An image-free reproduction of the data below is needed: print it exactly.

Stored items.
= = =
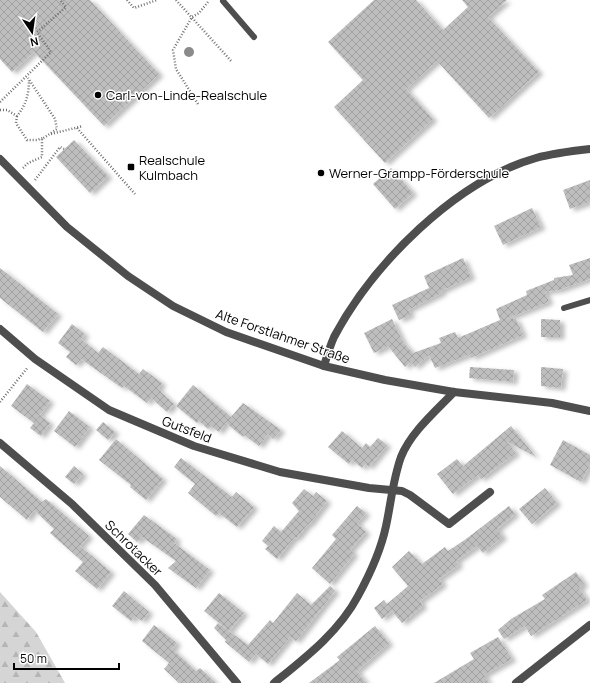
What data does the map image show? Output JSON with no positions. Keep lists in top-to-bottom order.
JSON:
{
  "streets": {
    "street": ["Alte Forstlahmer Straße", "Gutsfeld", "Schrotacker"]
  },
  "places": {
    "other": ["Carl-von-Linde-Realschule", "Werner-Grampp-Förderschule"],
    "transit": ["Realschule Kulmbach"]
  },
  "scale_bar": "50 m",
  "north": "bottom"
}
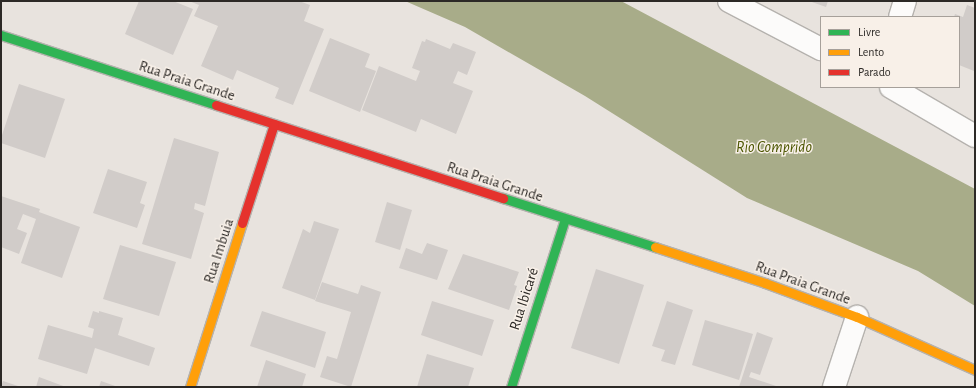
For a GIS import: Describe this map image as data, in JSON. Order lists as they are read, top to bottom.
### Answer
{
  "streets": {
    "street": ["Rua Praia Grande", "Rua Imbuia", "Rua Ibicaré"]
  },
  "crossings": [
    ["Rua Praia Grande", "Rua Imbuia"],
    ["Rua Praia Grande", "Rua Ibicaré"]
  ],
  "water": ["Rio Comprido"],
  "legend": ["Livre", "Lento", "Parado"]
}
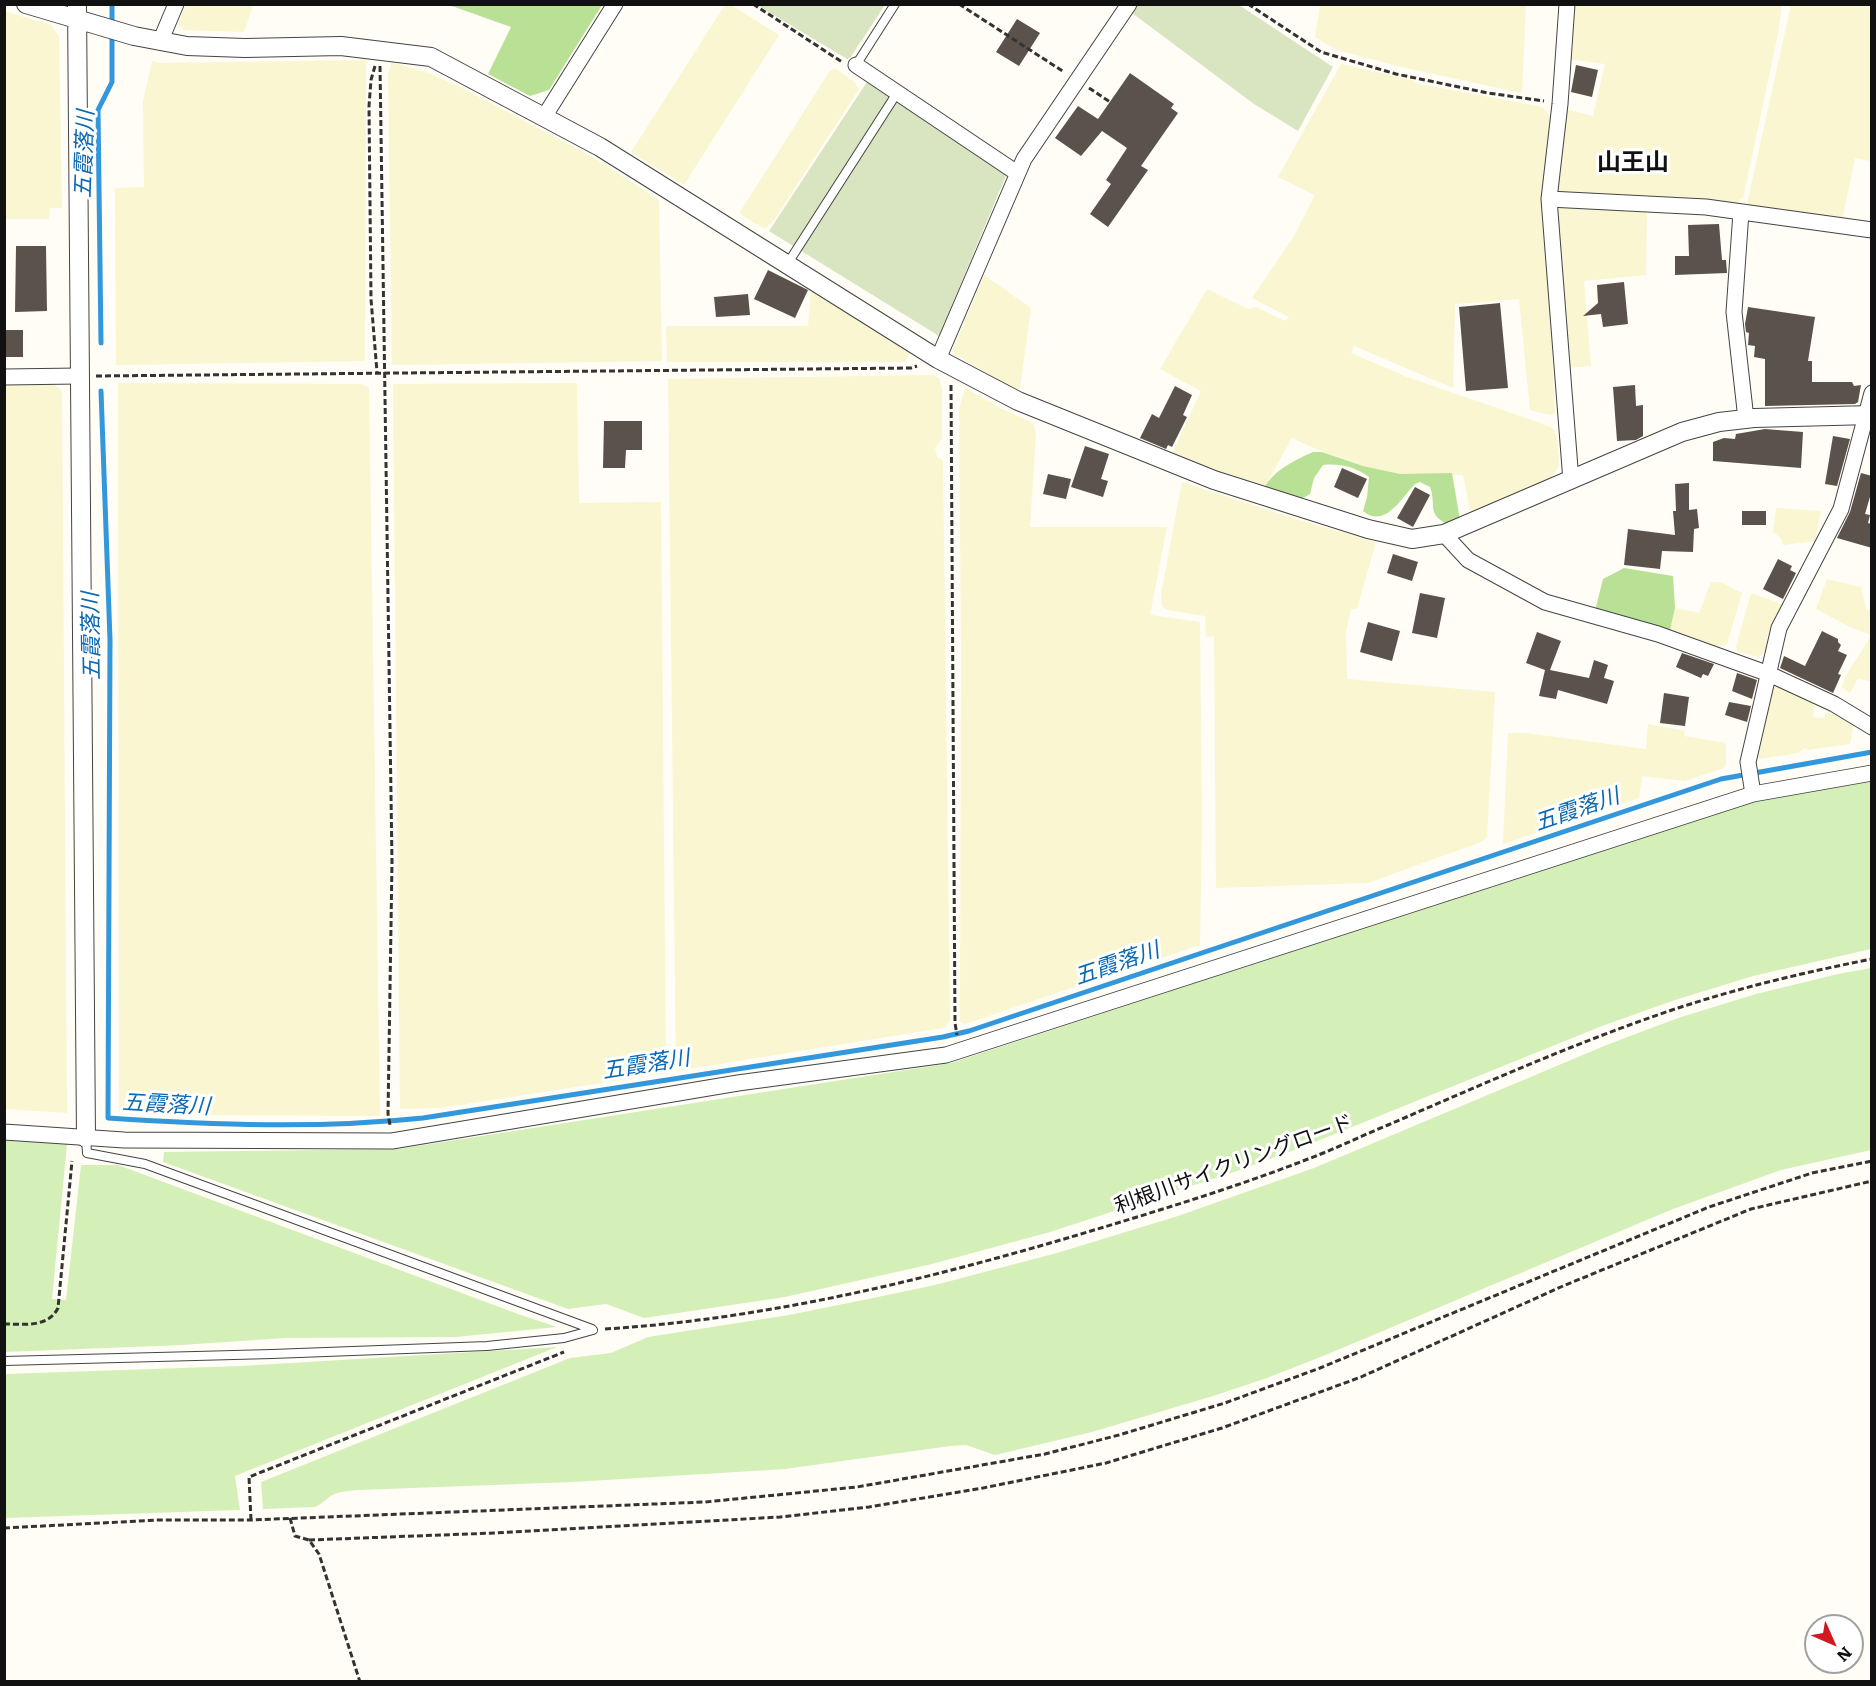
= = =
Solution.
What data does the map image show? Output JSON with no positions. Keep lists in top-to-bottom order.
JSON:
{
  "streets": {
    "street": ["Alte Forstlahmer Straße", "Gutsfeld", "Schrotacker"]
  },
  "places": {
    "other": ["Carl-von-Linde-Realschule", "Werner-Grampp-Förderschule"],
    "transit": ["Realschule Kulmbach"]
  },
  "scale_bar": "50 m",
  "north": "bottom"
}
For a GIS import: Describe this map image as data, in JSON. Order lists as they are read, top to bottom.
### Answer
{
  "streets": {
    "street": ["Rua Praia Grande", "Rua Imbuia", "Rua Ibicaré"]
  },
  "crossings": [
    ["Rua Praia Grande", "Rua Imbuia"],
    ["Rua Praia Grande", "Rua Ibicaré"]
  ],
  "water": ["Rio Comprido"],
  "legend": ["Livre", "Lento", "Parado"]
}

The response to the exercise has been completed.